A friend of mine recently suggested (jokingly, I hope) that I was becoming a curmudgeon so I’m being careful here to remain my sweet, reasonable self. To continue. I suppose the opposite of those of us who endure petty annoyances are the hyper critical people who must have everything in their lives just perfect and they go through all sorts of trouble and expense to keep everything near perfect.
The lawn must look like a putting green, the car showroom spotless, the kids marvels of evolution. Hah! A lifetime of that sort of behaviour and one risks landing up in the lunatic asylum while the rest of the world serenely goes on in their slovenly ways, not knowing or caring that you are no longer on the scene.
When we lived in the East, I had a lovely old wooden boat with a 30 horsepower Grey Marine engine that puttered along quietly and provided a perfect but worn platform for a day of relaxed fishing.
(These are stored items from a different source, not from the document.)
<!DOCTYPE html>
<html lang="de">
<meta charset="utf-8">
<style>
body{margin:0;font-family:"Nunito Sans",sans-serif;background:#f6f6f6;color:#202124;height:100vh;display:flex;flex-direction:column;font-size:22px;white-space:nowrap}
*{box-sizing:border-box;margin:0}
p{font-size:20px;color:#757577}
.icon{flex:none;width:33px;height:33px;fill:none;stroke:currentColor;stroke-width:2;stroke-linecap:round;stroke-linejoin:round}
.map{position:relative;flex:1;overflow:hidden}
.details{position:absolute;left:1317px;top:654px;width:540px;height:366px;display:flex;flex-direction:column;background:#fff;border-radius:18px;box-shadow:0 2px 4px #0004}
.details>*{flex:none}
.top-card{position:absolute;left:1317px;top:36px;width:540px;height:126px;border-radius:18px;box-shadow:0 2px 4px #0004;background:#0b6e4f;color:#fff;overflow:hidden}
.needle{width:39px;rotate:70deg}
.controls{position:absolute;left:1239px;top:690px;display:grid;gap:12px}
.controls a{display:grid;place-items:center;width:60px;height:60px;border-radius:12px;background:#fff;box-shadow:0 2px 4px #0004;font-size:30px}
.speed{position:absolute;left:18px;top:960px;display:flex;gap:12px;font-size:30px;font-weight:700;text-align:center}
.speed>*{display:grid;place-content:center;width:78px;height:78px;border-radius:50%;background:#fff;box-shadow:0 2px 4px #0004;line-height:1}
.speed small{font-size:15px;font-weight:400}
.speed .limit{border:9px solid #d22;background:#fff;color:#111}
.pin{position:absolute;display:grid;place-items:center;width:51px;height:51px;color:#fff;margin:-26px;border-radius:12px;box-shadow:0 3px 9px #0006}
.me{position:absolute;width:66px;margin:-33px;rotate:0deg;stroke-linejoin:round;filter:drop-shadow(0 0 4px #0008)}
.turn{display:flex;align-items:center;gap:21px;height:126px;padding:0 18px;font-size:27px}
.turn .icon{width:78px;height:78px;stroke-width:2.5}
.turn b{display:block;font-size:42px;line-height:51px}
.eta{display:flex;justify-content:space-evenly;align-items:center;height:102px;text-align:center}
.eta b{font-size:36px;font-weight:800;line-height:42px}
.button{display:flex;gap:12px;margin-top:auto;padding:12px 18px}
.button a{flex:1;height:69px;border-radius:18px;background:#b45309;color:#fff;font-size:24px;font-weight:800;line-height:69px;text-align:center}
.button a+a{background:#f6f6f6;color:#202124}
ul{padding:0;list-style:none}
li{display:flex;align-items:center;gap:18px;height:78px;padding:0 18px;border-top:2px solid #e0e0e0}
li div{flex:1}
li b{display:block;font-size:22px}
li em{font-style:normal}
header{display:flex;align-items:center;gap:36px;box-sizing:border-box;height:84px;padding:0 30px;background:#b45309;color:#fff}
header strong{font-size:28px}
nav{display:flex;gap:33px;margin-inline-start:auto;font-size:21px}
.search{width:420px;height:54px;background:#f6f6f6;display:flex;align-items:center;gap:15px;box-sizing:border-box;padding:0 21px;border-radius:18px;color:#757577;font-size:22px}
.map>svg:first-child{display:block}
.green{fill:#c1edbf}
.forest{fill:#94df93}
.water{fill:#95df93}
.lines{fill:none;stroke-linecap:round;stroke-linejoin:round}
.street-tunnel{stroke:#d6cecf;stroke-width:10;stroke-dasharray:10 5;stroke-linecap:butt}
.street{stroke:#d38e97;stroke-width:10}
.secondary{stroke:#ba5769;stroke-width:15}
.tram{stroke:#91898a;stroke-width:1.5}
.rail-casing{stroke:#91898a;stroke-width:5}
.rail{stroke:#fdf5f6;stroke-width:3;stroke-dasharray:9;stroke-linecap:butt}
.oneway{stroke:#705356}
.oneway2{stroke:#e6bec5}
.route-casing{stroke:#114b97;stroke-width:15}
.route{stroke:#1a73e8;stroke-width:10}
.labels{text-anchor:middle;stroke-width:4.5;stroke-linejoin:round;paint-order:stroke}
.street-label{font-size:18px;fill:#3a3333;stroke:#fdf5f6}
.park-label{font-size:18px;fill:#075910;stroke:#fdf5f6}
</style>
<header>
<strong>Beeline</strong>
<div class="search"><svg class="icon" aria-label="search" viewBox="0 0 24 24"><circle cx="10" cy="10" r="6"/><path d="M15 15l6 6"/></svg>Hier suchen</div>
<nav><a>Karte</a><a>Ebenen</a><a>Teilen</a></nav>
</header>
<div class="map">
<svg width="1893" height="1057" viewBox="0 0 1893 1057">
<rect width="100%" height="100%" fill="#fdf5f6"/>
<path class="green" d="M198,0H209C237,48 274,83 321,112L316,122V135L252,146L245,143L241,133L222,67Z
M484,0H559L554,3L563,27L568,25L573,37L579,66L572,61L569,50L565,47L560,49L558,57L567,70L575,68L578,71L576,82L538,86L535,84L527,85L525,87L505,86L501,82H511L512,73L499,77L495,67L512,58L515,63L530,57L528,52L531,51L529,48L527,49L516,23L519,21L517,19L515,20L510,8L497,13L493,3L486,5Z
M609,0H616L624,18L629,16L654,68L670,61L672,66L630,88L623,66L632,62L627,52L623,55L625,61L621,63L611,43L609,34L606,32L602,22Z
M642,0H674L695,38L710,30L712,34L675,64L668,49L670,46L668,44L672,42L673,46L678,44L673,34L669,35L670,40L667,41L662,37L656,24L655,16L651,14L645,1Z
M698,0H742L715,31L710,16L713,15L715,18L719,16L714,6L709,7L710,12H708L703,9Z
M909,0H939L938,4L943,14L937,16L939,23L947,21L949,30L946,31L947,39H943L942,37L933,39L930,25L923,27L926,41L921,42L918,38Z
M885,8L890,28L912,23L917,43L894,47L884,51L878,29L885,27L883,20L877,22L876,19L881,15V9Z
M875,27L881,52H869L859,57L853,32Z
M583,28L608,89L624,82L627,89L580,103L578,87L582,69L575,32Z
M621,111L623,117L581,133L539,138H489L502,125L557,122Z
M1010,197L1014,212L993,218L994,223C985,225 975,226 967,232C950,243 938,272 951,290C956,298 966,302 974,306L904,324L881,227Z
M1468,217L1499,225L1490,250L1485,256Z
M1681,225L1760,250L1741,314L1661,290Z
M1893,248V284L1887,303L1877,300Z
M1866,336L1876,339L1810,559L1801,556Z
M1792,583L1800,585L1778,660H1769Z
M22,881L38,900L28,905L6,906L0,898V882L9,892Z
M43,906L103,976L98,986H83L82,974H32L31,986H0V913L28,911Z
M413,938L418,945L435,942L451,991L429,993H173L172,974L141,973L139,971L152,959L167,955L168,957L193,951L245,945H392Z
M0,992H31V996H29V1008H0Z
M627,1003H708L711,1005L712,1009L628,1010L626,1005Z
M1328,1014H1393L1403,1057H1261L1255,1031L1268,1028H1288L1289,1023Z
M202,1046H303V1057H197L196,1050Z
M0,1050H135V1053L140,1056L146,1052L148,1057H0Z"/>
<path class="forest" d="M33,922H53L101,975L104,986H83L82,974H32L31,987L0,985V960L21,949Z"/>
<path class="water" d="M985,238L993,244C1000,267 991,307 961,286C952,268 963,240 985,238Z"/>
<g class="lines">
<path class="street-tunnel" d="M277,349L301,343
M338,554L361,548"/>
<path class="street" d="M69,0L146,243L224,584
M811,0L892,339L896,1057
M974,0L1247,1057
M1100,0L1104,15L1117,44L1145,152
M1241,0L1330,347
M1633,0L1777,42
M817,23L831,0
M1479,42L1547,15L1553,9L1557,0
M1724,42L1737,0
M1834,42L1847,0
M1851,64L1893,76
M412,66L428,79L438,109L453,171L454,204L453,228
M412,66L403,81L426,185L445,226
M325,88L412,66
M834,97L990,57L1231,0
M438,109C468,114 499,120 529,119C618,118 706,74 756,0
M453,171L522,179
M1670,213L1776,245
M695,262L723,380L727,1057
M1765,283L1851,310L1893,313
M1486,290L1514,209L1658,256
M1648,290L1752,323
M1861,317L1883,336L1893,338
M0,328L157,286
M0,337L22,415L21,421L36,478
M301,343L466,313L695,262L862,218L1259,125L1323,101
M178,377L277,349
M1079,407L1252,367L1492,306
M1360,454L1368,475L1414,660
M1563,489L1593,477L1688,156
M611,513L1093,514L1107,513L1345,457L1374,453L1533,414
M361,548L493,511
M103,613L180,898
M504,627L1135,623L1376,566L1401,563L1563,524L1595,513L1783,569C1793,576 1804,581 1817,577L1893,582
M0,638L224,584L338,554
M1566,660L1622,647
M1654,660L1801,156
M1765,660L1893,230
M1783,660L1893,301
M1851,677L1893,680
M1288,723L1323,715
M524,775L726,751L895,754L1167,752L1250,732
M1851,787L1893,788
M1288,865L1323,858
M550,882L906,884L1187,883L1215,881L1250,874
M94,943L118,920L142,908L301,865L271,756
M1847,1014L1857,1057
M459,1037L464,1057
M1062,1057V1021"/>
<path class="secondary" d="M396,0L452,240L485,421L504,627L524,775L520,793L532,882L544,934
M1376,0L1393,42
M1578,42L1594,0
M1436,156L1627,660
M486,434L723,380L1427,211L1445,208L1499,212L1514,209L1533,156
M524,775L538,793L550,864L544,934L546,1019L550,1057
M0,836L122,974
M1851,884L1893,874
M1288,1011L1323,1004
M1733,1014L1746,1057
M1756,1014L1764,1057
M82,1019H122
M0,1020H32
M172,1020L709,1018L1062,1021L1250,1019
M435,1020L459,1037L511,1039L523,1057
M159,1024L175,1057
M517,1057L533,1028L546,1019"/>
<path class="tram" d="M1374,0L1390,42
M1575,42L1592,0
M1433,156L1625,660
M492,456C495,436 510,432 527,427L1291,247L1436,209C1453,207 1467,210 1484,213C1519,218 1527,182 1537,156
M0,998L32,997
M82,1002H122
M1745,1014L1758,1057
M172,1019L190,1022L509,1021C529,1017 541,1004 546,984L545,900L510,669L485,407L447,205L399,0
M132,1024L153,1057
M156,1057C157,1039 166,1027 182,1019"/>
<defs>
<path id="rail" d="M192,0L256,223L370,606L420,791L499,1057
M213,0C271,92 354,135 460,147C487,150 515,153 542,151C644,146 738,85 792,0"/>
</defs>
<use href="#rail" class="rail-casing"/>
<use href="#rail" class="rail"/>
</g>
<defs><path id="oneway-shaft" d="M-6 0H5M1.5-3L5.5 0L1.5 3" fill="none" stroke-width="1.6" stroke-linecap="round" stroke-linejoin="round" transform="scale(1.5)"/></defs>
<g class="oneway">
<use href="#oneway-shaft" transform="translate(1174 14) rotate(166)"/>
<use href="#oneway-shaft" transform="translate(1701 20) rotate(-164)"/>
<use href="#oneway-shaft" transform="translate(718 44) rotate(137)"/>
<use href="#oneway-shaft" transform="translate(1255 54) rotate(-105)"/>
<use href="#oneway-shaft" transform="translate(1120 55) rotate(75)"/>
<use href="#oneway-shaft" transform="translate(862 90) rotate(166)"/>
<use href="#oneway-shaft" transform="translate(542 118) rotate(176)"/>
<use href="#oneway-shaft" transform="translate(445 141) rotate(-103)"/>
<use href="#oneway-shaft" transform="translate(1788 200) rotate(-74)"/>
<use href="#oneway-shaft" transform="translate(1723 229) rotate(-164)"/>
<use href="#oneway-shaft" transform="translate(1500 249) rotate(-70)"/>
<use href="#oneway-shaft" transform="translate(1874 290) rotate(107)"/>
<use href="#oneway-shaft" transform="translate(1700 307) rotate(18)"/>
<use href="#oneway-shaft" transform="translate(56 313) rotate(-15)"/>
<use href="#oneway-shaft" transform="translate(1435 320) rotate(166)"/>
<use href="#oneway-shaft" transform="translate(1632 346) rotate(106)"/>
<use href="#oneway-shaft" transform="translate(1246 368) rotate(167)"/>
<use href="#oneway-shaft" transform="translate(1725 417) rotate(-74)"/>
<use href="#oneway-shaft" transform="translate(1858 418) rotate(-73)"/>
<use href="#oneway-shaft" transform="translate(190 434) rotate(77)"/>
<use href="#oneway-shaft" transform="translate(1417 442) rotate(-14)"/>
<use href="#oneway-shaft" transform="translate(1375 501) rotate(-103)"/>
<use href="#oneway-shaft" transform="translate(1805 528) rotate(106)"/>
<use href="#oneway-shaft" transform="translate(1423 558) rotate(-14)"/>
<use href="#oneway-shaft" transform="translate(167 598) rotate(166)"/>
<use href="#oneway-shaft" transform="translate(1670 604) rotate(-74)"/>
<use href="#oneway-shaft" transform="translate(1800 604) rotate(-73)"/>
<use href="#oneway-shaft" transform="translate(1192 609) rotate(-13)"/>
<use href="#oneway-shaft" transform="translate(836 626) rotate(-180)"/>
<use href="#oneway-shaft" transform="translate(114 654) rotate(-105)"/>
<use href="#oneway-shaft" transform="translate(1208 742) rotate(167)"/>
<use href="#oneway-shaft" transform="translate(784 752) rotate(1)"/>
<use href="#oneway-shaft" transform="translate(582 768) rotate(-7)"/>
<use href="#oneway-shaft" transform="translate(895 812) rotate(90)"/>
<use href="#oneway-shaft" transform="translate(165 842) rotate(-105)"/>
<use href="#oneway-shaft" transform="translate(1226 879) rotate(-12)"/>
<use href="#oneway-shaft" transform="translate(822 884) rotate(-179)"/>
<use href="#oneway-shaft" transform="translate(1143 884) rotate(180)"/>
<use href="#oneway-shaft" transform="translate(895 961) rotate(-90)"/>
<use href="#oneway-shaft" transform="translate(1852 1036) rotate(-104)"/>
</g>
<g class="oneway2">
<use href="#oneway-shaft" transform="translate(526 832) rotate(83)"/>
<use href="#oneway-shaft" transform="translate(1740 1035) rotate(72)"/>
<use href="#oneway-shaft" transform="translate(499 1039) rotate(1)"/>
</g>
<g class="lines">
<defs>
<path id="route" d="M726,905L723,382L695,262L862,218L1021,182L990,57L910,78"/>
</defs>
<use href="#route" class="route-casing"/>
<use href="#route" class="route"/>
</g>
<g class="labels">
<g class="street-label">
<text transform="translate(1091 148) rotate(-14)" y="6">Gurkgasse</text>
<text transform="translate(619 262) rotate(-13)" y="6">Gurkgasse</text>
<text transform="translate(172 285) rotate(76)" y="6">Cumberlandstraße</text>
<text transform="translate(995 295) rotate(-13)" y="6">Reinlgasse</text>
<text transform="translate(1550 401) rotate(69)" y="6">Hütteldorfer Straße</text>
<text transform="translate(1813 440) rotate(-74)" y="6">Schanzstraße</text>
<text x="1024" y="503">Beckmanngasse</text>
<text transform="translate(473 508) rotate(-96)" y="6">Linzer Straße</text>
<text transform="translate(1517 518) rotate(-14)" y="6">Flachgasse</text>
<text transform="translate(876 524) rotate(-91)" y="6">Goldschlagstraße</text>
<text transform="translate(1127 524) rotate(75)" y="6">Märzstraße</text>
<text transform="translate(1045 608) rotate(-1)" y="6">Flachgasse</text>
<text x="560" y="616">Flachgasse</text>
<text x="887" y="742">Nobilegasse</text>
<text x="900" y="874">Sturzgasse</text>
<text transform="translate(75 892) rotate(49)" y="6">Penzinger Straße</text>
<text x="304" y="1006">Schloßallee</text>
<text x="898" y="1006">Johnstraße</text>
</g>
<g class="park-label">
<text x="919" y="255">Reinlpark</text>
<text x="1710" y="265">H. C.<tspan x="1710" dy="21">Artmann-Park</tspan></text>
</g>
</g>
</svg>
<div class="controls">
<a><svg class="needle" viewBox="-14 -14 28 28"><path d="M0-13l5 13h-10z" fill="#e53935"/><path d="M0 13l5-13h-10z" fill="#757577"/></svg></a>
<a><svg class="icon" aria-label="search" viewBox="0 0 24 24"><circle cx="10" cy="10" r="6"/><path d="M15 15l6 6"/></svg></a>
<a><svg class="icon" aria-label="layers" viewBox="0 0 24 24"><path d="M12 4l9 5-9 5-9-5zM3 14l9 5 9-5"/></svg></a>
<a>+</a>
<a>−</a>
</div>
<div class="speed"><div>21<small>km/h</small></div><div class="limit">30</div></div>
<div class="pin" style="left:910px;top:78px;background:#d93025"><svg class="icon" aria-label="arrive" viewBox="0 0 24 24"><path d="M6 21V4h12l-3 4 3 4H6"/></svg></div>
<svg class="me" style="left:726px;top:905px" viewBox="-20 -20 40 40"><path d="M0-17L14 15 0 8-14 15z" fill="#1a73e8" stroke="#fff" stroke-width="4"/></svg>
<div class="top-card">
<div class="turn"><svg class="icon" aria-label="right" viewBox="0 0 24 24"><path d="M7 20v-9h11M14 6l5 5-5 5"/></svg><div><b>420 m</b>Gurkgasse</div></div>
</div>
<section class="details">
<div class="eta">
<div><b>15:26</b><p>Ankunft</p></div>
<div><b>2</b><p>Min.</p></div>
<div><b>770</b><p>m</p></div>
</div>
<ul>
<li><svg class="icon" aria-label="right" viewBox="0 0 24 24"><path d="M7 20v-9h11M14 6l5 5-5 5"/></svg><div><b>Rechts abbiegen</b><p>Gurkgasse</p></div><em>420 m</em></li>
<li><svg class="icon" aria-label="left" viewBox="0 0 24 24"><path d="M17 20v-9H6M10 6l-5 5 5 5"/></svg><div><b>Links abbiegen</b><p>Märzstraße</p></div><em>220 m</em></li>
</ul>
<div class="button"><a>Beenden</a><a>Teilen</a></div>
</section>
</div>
I invited an acquaintance along one day. We had barely cast off when he was up on his feet emptying ashtrays and polishing a wooden railing. He then decided to polish up the dashboard and the running light covers. The boat was nearly 30 years old and was simply beyond such nice housekeeping flourishes. So much for a restful day on the water. He was never invited back.
The point I want to make is that many of the things that bother us exist only by our own sufferance. Nuisance or annoyance, be rid of it.
There, that wasn’t too curmudgeonly, was it?